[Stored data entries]
============================================================

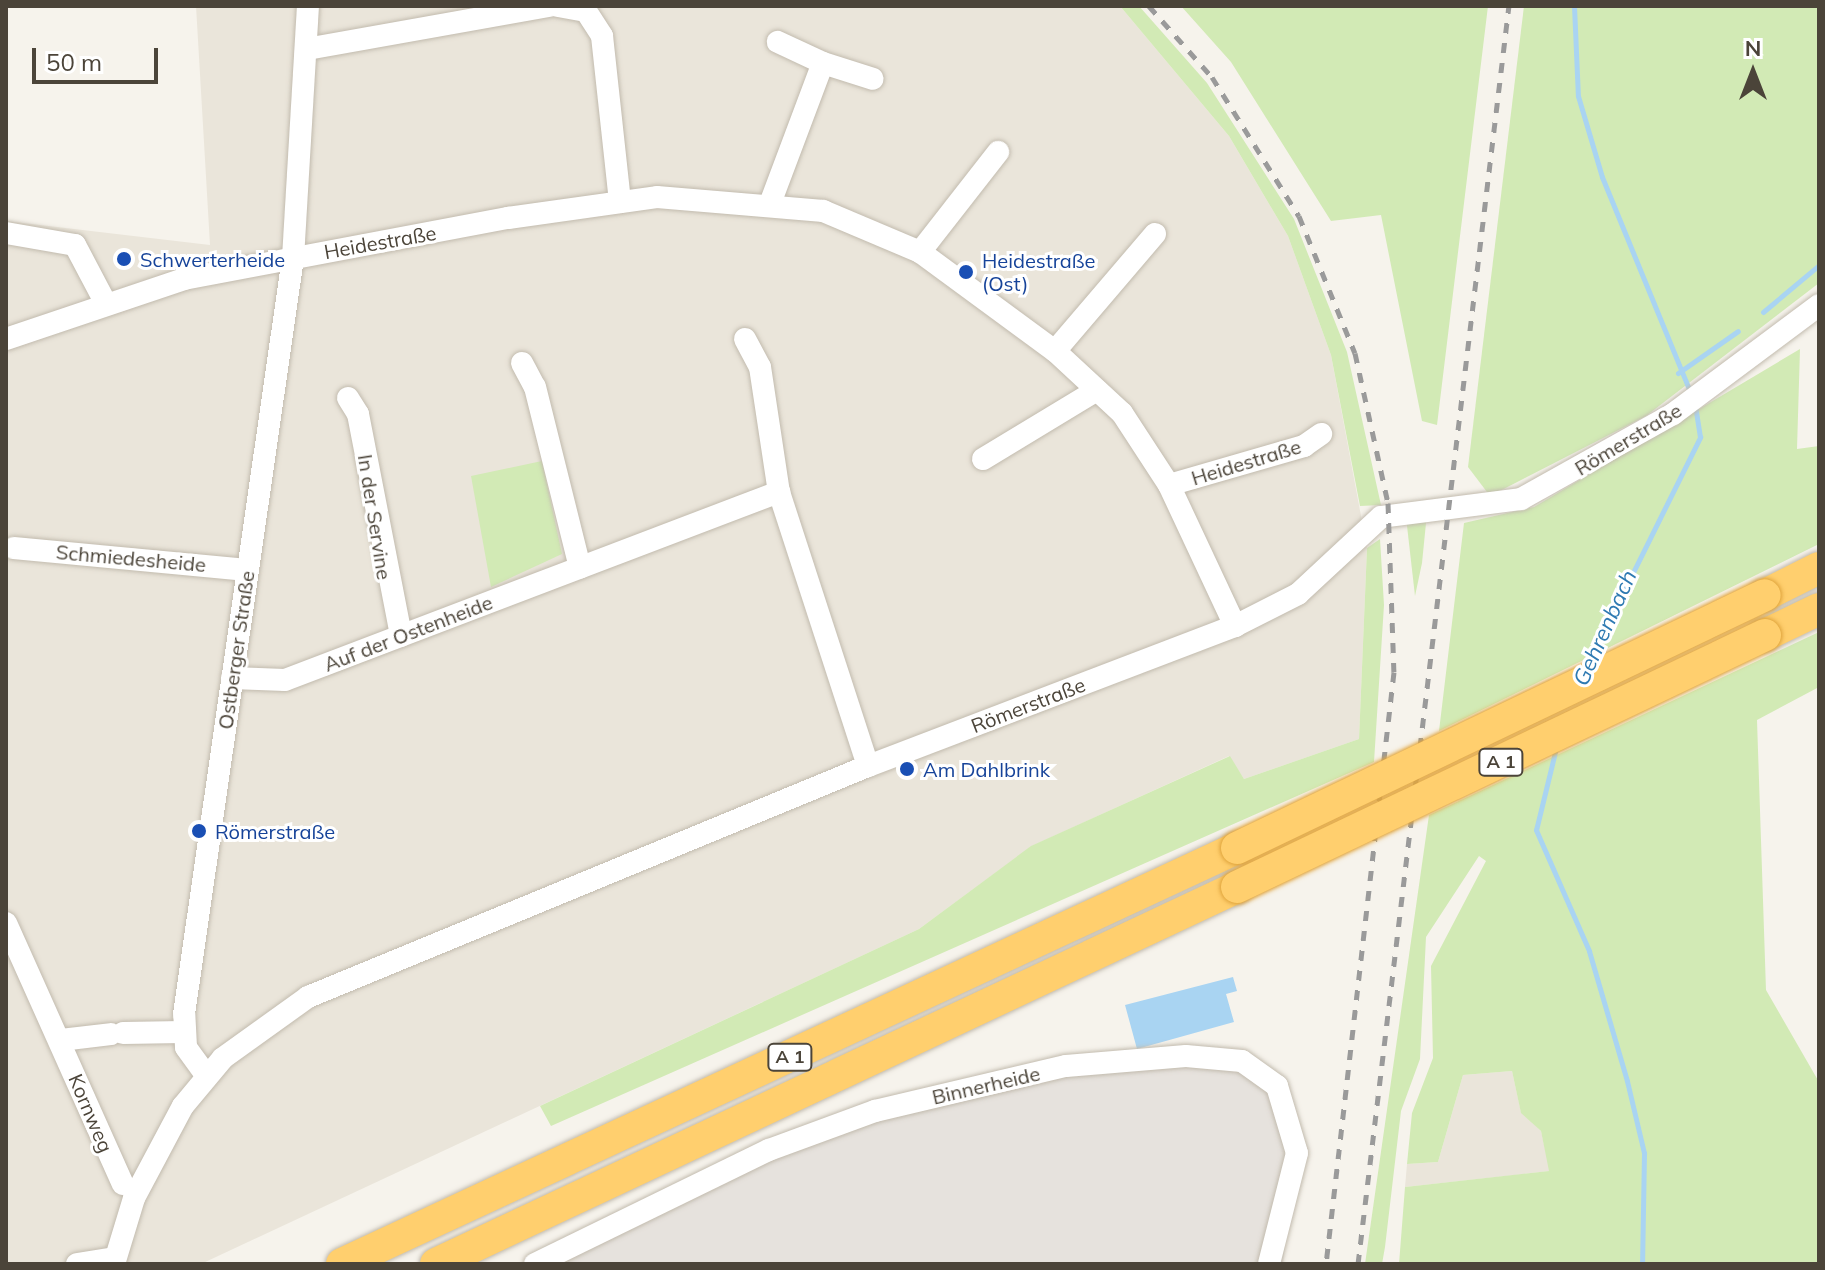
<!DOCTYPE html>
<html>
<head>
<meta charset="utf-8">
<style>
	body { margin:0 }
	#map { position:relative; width:1825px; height:1270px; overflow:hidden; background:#f6f3ec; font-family:Mulish,sans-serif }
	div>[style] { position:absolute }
	.residential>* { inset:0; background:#eae5da }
	.industrial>* { inset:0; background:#e6e2dd }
	.green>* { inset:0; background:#d2eab5 }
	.water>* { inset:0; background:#a9d4f2 }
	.stream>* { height:5px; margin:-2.5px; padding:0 2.5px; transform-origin:2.5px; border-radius:2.5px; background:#a9d4f2 }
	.roads { filter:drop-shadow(0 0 2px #c2bbae) drop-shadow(0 0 2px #c2bbae) }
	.minor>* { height:22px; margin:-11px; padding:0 11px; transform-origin:11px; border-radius:11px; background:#fff }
	.highway>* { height:32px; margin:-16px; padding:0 16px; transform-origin:16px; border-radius:16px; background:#ffcf6e }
	.rail>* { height:5px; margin-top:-2.5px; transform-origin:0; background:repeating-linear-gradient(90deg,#9a9a9a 0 10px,transparent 0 20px) }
	.bridges { filter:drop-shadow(0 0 2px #e0a43c) drop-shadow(0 0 2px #e0a43c) }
	.highway-bridge>* { height:32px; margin:-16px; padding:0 16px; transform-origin:16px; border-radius:16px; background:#ffcf6e }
	.dots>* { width:22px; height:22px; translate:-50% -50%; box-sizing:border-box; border:4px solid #fff; border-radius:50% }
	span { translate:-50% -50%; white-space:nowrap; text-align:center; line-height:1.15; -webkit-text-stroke:6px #fff; paint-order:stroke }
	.shield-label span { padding:2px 6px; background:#fff; border:2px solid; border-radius:6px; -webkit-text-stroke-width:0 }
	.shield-label { font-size:18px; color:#4b4439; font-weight:700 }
	.street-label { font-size:20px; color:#4b4439 }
	.transit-label { font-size:20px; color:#164399 }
	.left { translate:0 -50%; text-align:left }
	.water-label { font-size:22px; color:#2e7ab2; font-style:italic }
	.frame { position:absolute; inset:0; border:8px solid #4b4439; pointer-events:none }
	.north { position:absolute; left:1713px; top:32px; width:80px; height:80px; -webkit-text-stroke:6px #fff; paint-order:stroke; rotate:0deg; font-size:22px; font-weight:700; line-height:32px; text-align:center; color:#4b4439 }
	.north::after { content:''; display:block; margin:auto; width:28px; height:36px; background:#4b4439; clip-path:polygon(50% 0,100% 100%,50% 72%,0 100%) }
	.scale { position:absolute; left:32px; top:48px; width:126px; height:36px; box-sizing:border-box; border:4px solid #4b4439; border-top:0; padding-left:10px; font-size:24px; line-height:28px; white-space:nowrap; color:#4b4439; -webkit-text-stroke:6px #fff; paint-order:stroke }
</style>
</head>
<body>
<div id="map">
	<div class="residential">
		<i style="clip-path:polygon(196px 6px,1120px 6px,1229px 136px,1288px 236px,1331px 355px,1367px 548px,1359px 739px,1244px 779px,1229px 756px,1032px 846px,919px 929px,201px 1264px,6px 1264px,6px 221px,210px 245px)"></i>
		<i style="clip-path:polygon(1512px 1071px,1521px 1112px,1541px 1131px,1550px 1171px,1405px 1187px,1407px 1164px,1438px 1162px,1463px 1075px)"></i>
	</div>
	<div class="industrial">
		<i style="clip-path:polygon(1087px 1061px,1265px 1065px,1296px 1145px,1283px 1264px,553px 1264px,817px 1139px)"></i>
	</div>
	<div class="green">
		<i style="clip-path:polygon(1120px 6px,1139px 6px,1207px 83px,1294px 219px,1347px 352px,1381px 505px,1360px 506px,1331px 355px,1288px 236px,1229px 136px)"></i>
		<i style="clip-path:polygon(1181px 6px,1488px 6px,1437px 425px,1422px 421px,1381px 215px,1331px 221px,1231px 62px)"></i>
		<i style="clip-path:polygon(1524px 6px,1819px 6px,1819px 283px,1646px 416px,1490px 496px,1468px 467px)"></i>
		<i style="clip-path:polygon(1800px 349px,1797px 449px,1819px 446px,1819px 544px,1439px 731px,1464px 523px,1534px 507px)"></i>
		<i style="clip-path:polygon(542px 461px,562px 554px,491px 587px,471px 476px)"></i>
		<i style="clip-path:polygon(1427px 513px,1422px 563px,1415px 596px,1406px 517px)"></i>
		<i style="clip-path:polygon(1380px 539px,1384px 605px,1374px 762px,551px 1126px,540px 1106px,919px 929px,1031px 846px,1230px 756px,1244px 779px,1359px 739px,1367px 548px)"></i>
		<i style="clip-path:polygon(1819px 632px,1819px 687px,1757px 720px,1766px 990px,1819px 1082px,1819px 1264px,1399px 1264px,1405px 1187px,1549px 1171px,1541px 1131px,1521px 1113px,1512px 1071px,1463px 1075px,1438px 1162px,1407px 1164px,1412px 1113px,1433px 1058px,1431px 966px,1486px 861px,1479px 856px,1426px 937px,1420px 1059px,1401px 1111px,1385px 1247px,1382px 1264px,1365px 1264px,1429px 815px)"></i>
	</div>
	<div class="water">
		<i style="clip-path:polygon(1233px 977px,1237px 991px,1226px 994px,1234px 1022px,1137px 1049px,1125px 1005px)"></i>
	</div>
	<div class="stream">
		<i style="left:1574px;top:6px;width:90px;rotate:87.5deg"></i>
		<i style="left:1578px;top:96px;width:84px;rotate:73.5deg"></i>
		<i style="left:1602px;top:177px;width:232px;rotate:67.7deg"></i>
		<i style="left:1763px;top:312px;width:73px;rotate:-40deg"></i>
		<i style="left:1678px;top:373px;width:73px;rotate:-35deg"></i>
		<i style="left:1586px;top:667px;width:257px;rotate:-63.6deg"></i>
		<i style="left:1700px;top:437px;width:32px;rotate:-99deg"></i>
		<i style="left:1556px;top:748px;width:84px;rotate:103.7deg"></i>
		<i style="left:1536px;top:830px;width:132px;rotate:66.3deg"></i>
		<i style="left:1589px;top:951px;width:135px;rotate:73.7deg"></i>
		<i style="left:1627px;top:1081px;width:74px;rotate:76.7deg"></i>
		<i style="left:1644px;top:1153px;width:111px;rotate:91deg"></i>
	</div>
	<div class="roads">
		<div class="minor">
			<i style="left:558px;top:6px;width:28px;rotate:10deg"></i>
			<i style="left:586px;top:11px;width:30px;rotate:57deg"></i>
			<i style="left:602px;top:36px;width:167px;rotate:83.8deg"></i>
			<i style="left:307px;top:49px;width:246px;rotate:-10.1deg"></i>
			<i style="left:823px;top:63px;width:52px;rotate:17.7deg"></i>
			<i style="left:771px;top:201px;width:147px;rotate:-69.4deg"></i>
			<i style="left:823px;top:63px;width:50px;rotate:-155deg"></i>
			<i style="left:6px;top:233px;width:70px;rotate:9.9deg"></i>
			<i style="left:75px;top:245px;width:64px;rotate:62.2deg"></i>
			<i style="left:920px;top:252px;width:127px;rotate:-52deg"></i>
			<i style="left:6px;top:339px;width:188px;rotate:-18.6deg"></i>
			<i style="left:184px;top:279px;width:330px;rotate:-10.7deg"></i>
			<i style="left:508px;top:218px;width:150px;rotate:-8deg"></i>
			<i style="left:657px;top:197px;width:167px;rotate:4.8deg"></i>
			<i style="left:823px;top:211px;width:105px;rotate:22.9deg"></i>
			<i style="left:920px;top:252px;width:167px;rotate:36.3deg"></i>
			<i style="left:1055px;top:351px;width:91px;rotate:42.8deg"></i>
			<i style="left:1122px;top:413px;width:86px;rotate:56.9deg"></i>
			<i style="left:1169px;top:485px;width:156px;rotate:64.9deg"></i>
			<i style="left:745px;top:339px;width:32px;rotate:62deg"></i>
			<i style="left:760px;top:367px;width:126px;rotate:81.4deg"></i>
			<i style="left:779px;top:492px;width:288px;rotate:72deg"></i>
			<i style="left:1055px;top:351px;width:154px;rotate:-49.5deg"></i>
			<i style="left:522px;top:363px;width:27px;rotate:62deg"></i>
			<i style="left:535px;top:387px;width:186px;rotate:76deg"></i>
			<i style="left:348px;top:398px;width:19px;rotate:58deg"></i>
			<i style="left:358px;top:414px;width:226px;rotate:79deg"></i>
			<i style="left:983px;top:459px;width:133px;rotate:-31.2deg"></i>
			<i style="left:1169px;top:485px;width:141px;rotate:-16.1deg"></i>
			<i style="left:1304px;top:446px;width:21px;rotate:-35deg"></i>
			<i style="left:14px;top:548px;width:234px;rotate:5.4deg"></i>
			<i style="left:232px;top:678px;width:53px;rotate:2.2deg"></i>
			<i style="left:285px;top:680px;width:529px;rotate:-20.84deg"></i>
			<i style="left:6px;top:923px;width:286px;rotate:65.9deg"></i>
			<i style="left:123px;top:1033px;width:60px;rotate:-1deg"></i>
			<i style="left:61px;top:1040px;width:50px;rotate:-6.8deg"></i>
			<i style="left:206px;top:1075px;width:34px;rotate:-126deg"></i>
			<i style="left:186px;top:1047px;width:33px;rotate:-93deg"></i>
			<i style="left:184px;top:1014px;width:764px;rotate:-81.8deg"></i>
			<i style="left:293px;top:258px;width:252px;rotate:-86.6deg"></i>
			<i style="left:77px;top:1264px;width:38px;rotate:-9deg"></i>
			<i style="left:114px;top:1264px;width:69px;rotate:-73.1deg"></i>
			<i style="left:134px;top:1198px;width:104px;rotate:-62deg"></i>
			<i style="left:183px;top:1106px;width:62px;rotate:-50.2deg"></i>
			<i style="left:223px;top:1058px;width:105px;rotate:-35.7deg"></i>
			<i style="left:308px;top:997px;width:606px;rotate:-22.42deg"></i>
			<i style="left:868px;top:766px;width:393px;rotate:-20.9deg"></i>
			<i style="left:1235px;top:626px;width:71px;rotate:-26.9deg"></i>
			<i style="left:1298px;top:594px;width:113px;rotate:-42.9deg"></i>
			<i style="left:1381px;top:517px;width:141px;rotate:-7.3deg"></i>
			<i style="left:1521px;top:499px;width:174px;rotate:-29.2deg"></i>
			<i style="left:1673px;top:414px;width:182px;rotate:-36.7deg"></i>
			<i style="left:535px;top:1264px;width:260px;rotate:-26deg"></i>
			<i style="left:769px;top:1150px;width:113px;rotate:-20.2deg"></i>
			<i style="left:875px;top:1111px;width:196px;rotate:-13.3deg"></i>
			<i style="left:1066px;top:1066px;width:120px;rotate:-4.8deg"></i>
			<i style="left:1186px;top:1056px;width:56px;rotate:5.1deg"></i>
			<i style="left:1242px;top:1061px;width:43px;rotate:35.5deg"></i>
			<i style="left:1277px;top:1086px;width:70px;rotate:73.4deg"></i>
			<i style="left:1297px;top:1153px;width:114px;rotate:104.2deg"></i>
		</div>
		<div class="highway">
			<i style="left:1765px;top:595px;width:60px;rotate:-26.6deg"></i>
			<i style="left:1765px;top:635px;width:60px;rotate:-25.7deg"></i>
			<i style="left:342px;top:1264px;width:987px;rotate:-24.93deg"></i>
			<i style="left:436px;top:1264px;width:885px;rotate:-25.2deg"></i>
		</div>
	</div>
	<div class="rail">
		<i style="left:1149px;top:6px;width:95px;rotate:48.4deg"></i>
		<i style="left:1212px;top:77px;width:164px;rotate:58deg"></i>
		<i style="left:1299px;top:216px;width:148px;rotate:67.8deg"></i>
		<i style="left:1355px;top:353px;width:154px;rotate:77.6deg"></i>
		<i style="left:1388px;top:503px;width:169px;rotate:88deg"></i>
		<i style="left:1394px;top:672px;width:596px;rotate:96.55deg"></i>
		<i style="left:1358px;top:1264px;width:1267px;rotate:-83.16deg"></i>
	</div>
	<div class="bridges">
		<div class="highway-bridge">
			<i style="left:1237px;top:848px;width:585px;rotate:-25.6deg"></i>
			<i style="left:1237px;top:887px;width:585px;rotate:-25.51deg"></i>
		</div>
	</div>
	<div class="dots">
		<i style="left:124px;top:259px;background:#1a4fb4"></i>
		<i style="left:966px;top:272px;background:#1a4fb4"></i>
		<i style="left:907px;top:769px;background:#1a4fb4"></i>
		<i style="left:199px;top:831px;background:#1a4fb4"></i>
	</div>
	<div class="shield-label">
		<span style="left:1501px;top:762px">A 1</span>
		<span style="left:790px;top:1057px">A 1</span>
	</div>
	<div class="street-label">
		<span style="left:380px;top:242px;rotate:-10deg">Heidestraße</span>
		<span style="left:1628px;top:439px;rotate:-31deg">Römerstraße</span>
		<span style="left:1246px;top:462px;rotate:-17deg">Heidestraße</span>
		<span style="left:375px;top:517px;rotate:81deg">In der Servine</span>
		<span style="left:131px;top:558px;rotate:5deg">Schmiedesheide</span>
		<span style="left:408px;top:633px;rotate:-21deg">Auf der Ostenheide</span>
		<span style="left:236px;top:650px;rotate:-82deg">Ostberger Straße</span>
		<span style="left:1028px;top:705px;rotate:-21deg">Römerstraße</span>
		<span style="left:986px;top:1085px;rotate:-13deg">Binnerheide</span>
		<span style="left:91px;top:1113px;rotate:67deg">Kornweg</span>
	</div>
	<div class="transit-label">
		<span class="left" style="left:140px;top:259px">Schwerterheide</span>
		<span class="left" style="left:982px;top:272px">Heidestraße<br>(Ost)</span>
		<span class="left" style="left:923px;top:769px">Am Dahlbrink</span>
		<span class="left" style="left:215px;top:831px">Römerstraße</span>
	</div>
	<div class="water-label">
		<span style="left:1605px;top:628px;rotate:-66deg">Gehrenbach</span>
	</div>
	<div class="frame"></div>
	<div class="north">N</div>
	<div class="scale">50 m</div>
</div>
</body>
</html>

============================================================

Search the data above for the string "stream" and return every line that has it.

## OUTPUT OF THE TASK
	.stream>* { height:5px; margin:-2.5px; padding:0 2.5px; transform-origin:2.5px; border-radius:2.5px; background:#a9d4f2 }
	<div class="stream">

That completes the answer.